Included on this thread will be swing trade short positions. I don't have any current short swing positions, but BTC is setting up for a short. The signal might trigger tomorrow, but given that it is then the w/e, I'm not so sure I have the balls to short it into the w/e.


jog on
duc


----------



## barney (30 April 2021)

ducati916 said:


> I am experimenting with some




Looking forward to it Mr @ducati916


----------



## ducati916 (1 May 2021)

ducati916 said:


> So having taken some inspiration from the Dump It thread and Mr @Skate 'trend trading' admonitions, I am experimenting with some swing trades.
> 
> Entered today:
> 
> ...





So closed: GBP & Gasoline for a loss.

Added SPY Short @ $417.51
Long TAN @ $83.95
Long XLU @ $66.38

jog on
duc


----------



## qldfrog (1 May 2021)

ducati916 said:


> Included on this thread will be swing trade short positions. I don't have any current short swing positions, but BTC is setting up for a short. The signal might trigger tomorrow, but given that it is then the w/e, I'm not so sure I have the balls to short it into the w/e.
> 
> 
> jog on
> duc






ducati916 said:


> So closed: GBP & Gasoline for a loss.
> 
> Added SPY Short @ $417.51
> Long TAN @ $83.95
> ...



Do you do this via coded system  or purely discretionary-ly?
I like the idea of swing trades as you can pursue these even in a choppy or falling market.keep us informed


----------



## ducati916 (1 May 2021)

qldfrog said:


> Do you do this via coded system  or purely discretionary-ly?
> I like the idea of swing trades as you can pursue these even in a choppy or falling market.keep us informed




Discretionary.

I'll be trading stocks, currencies and commodities.
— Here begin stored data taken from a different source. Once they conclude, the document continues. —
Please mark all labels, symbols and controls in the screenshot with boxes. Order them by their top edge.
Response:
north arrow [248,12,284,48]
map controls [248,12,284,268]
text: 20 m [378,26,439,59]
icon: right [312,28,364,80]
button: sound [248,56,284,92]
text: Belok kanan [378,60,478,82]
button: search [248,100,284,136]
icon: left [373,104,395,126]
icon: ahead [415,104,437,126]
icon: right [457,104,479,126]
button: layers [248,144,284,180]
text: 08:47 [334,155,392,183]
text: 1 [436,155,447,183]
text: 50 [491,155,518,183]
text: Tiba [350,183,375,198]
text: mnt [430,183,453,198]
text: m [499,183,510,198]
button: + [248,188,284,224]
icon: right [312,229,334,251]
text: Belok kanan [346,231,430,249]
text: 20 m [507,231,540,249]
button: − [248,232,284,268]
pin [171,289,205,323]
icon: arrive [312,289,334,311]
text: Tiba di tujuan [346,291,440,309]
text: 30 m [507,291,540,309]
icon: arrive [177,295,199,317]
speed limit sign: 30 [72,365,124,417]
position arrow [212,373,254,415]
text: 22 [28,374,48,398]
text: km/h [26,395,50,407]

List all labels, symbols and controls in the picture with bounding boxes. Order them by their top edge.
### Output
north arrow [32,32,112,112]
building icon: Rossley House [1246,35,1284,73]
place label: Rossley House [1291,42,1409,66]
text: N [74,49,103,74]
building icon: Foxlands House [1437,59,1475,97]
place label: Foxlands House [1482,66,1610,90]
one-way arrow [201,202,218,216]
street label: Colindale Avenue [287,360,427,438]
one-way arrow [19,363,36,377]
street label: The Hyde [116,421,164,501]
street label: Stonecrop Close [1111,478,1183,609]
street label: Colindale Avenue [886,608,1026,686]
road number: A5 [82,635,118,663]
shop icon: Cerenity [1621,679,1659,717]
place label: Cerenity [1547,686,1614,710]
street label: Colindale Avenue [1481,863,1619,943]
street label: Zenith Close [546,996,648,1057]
Stocks and commodities should work out ok, currencies still struggling to find a happy medium. They should work well as they trend, but not so much (success) to date.

I was going to add 1 more trade. By the time I had decided, the commodity markets were closed. I do remember something about them closing early, so next week at some point I'll add a new commodity trade.

jog on
duc


----------



## ducati916 (1 May 2021)

Added Long NFLX @ $512.27


jog on
duc


----------



## ducati916 (2 May 2021)

So having had some time over the w/e (Saturday) to (a) do a little research and (b) apply that research the following resulted.

(i) I like the systems traders approach in stock picking. That is to say that it is automated. The scans pick the stocks that fit your back tested criteria and you buy them. 

(ii) Studies (over the last 40yrs) have shown that a simple algorithm outperforms an 'expert' in 'prediction' across all manner of specialties. Therefore, a simple algorithm will likely pick stocks (certainly more consistently) that have certain characteristics that have the potential to outperform in the short-term, ie. the next 3/4 weeks max. So I have that simple algorithm, this thread is a live test of that. This has therefore become somewhat of a hybrid methodology.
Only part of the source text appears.